Mickey’s Never-fail Dills: Recipe brings back memories
On one especially sunny day in April of this year, while driving into Sweet Home to visit my father, I remembered a story my mother had told me about the bachelor who used to live across the street from my childhood home. This fellow was not your ordinary small-town citizen, not by any stretch from the imagination. His house was set back off the street, nearly hidden behind the overgrown shrubs. The windows were covered in heavy tarpaper. But my parents befriended him anyway. Because that’s just the kind of people they were.
This story, in a round-about-way, had to do with making pickles. At least my mother thought it did. I had called her on the phone that day -– some twenty years ago now — to get her dill pickle recipe: Mickey’s Never-fail Dills, which I wrote down verbatim. But before she would hang up the phone, she had to tell me one more thing. Those of you who knew my mother, Mickey Ponzoha, know that in addition to being one of the librarians at Foster Elementary School, an energetic mother of seven and a loving wife, a lady who would lend a helping hand to anyone in need, my mother loved to talk. Her story went something like this:
It must have been some time in August because I was making pickles.
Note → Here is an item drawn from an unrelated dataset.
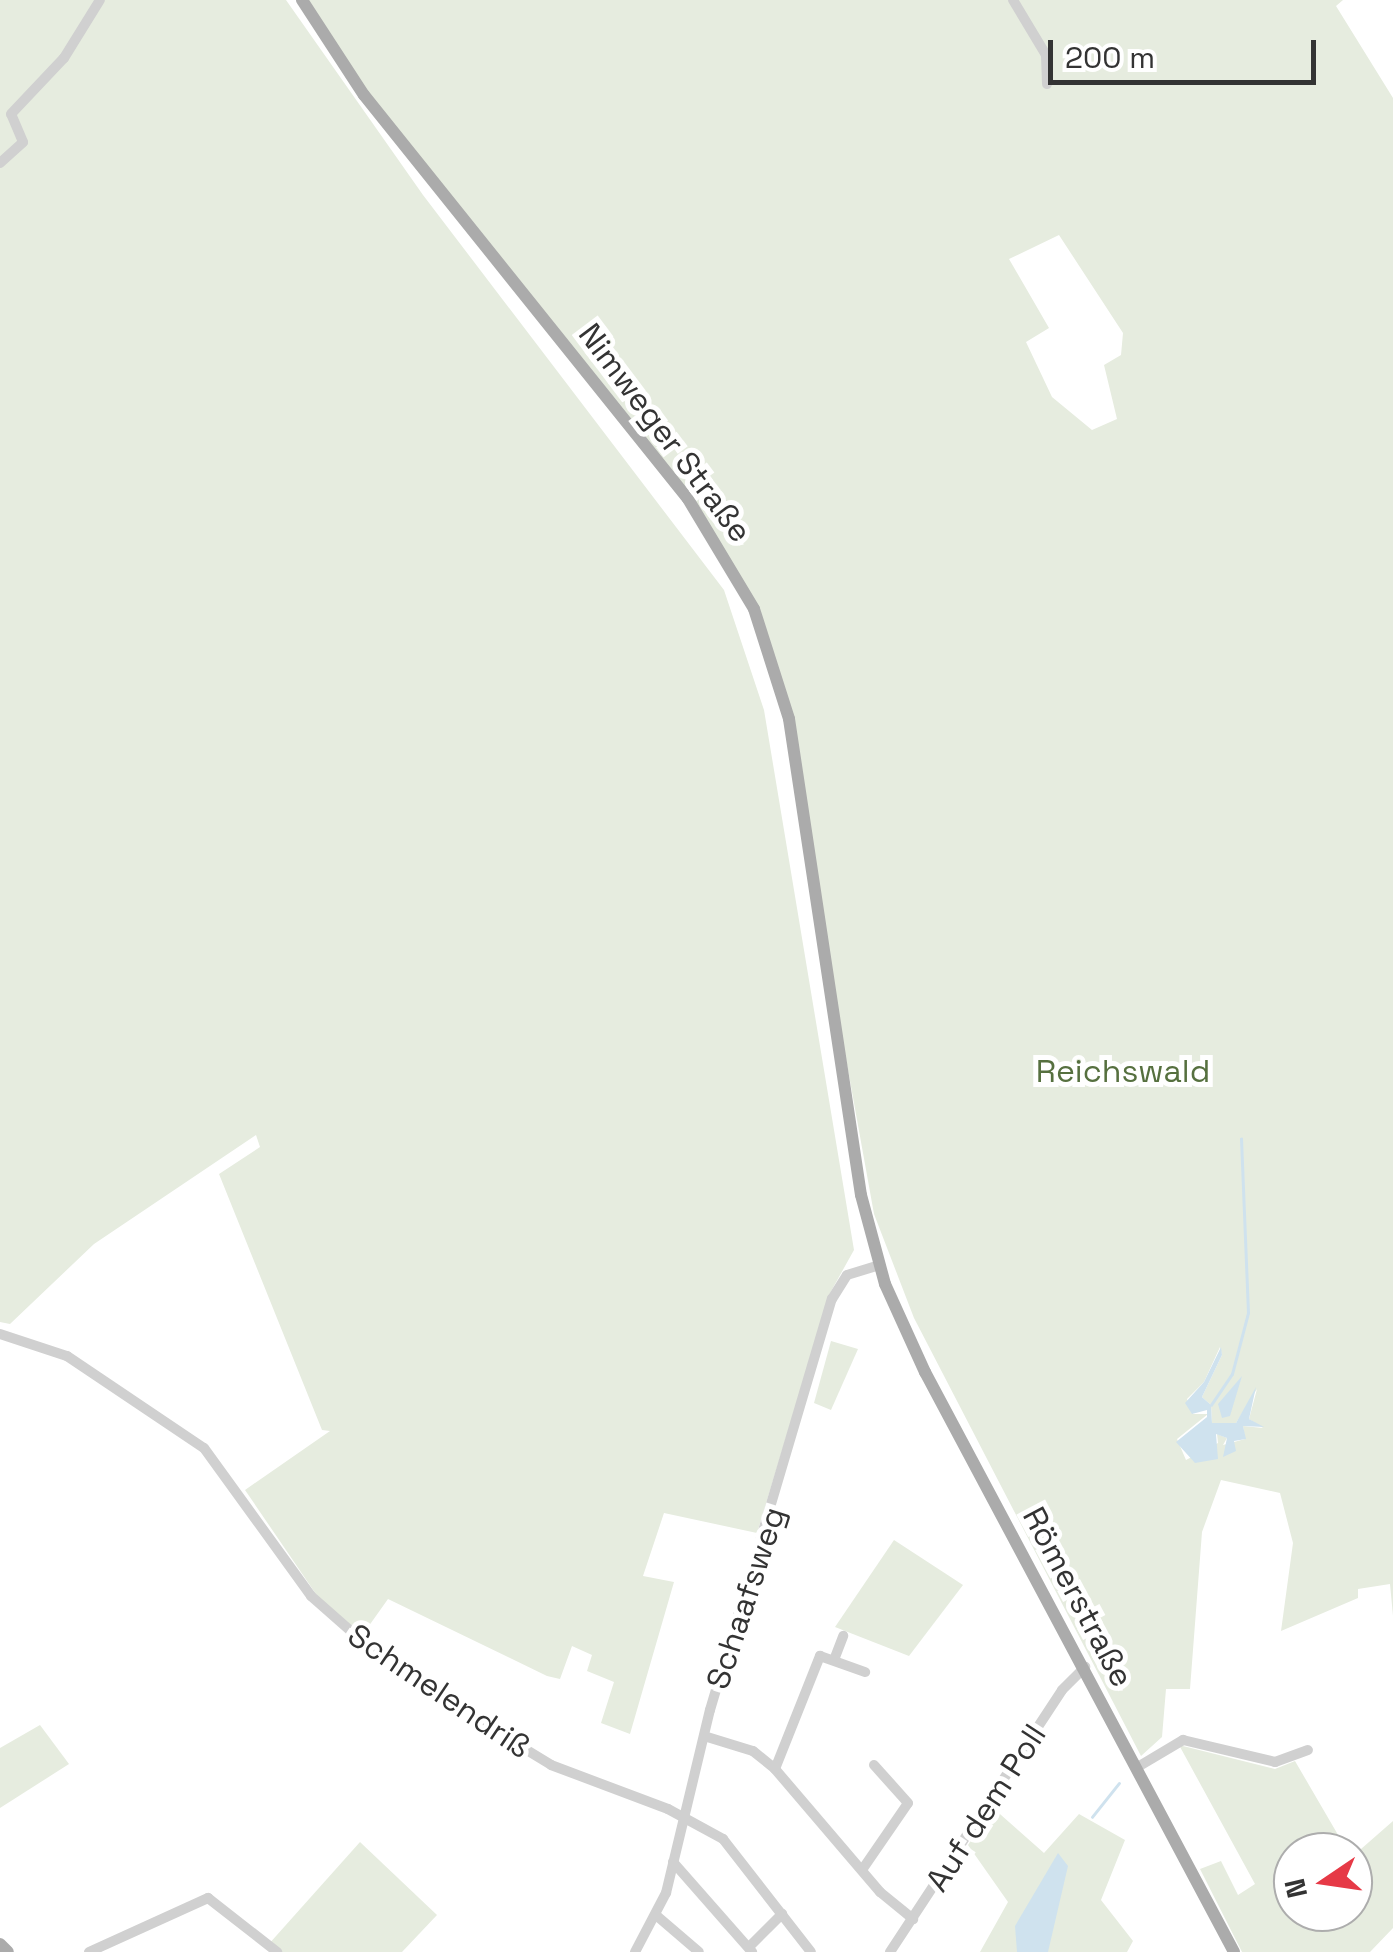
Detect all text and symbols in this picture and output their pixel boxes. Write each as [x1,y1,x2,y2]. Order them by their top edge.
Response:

The pickle recipe was what made me start thinking about it. Anyway, you kids were in Lebanon picking beans — I think they were paying you 15 cents a pound. That sounds like a gyp nowadays, but back then it was a lot of money. Strange to think that today they don’t even allow a child to go out in the fields, let alone pay them 15 cents a pound. Anyway, I was in the kitchen enjoying the smell of fresh dill, watching cucumbers bob in a sink full of cool water. Peace and quiet. That’s what it was. I loved it. Not that I didn’t love the noise when you kids were home, because I did, I loved every minute of it. Anyway, there was a knock at the screen door -– a familiar knock mind you -– it was the bachelor from across the street. I could recognize his knock anywhere: tap-rappty-tap tap-tap.
So anyway, I’d been taking my time that morning and had just started separating the dill weed on the kitchen table. And there was dirt all over the place. You know those little bits of soil stick to the roots. Well, they were everywhere — on the floor, between the cracks in the table, probably between the fridge and dishwasher too. I was in a big mess. But you can’t make pickles without making a mess. That old saying is so true: a mother’s job is never done. Or was it: a mother’s work is never done?
Anyway… what was I saying? Oh yes, maybe I was in the middle of spooning rock salt when he knocked at the door, I can’t remember exactly. But I called to him and told him to come in, that my hands were full. By the time I turned around, he was standing in the kitchen, both hands in the pockets of his oversized jeans. Truthfully, I don’t think he’d washed those pants since the day he bought them.
He said, “I’m awful sorry to bother you, Mickey.”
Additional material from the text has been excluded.